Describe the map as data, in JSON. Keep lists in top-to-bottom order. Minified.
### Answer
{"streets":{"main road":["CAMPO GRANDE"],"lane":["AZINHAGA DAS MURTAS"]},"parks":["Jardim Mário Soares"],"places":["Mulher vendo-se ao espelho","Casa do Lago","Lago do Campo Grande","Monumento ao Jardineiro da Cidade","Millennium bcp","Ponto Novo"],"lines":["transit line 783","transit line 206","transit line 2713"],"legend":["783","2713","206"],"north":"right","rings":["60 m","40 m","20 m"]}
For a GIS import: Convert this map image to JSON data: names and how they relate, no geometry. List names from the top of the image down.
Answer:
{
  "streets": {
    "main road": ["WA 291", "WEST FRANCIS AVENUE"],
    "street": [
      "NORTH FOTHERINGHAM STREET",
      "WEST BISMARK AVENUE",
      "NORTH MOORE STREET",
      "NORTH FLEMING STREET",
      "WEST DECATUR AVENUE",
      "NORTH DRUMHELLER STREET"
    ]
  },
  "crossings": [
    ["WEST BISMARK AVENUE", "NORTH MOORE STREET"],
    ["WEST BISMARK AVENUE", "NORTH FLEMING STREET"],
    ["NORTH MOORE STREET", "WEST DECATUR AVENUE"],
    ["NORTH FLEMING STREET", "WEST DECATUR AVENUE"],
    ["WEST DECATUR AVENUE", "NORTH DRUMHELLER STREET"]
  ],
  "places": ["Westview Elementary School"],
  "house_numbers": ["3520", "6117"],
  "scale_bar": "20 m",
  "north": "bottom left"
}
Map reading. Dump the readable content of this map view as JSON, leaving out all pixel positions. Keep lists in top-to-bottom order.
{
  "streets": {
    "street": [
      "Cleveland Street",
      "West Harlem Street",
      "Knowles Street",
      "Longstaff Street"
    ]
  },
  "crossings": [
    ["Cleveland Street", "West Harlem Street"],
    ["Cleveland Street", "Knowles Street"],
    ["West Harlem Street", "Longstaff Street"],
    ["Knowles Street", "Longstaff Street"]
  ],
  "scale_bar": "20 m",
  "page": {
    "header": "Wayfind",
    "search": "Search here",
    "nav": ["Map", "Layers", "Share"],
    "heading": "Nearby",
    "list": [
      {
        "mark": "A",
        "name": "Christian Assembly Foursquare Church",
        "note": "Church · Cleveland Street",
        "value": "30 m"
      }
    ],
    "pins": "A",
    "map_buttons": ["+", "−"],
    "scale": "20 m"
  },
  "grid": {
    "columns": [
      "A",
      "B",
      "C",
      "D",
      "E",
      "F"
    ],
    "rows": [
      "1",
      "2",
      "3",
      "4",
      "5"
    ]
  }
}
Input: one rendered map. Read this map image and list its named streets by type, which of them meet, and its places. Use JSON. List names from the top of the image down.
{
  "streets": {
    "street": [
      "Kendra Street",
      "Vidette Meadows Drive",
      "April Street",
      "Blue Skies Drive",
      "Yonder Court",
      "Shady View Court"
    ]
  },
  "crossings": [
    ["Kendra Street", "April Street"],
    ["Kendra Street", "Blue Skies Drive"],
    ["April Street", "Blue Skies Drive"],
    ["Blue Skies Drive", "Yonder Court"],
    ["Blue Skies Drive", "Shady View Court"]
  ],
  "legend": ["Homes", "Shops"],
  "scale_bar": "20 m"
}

§ Work instructions
Check each line of the entries for the string "data". Copy the lines that have it.

§ Result for this exercise
Describe the map as data, in JSON. Keep lists in top-to-bottom order. Minified.
For a GIS import: Convert this map image to JSON data: names and how they relate, no geometry. List names from the top of the image down.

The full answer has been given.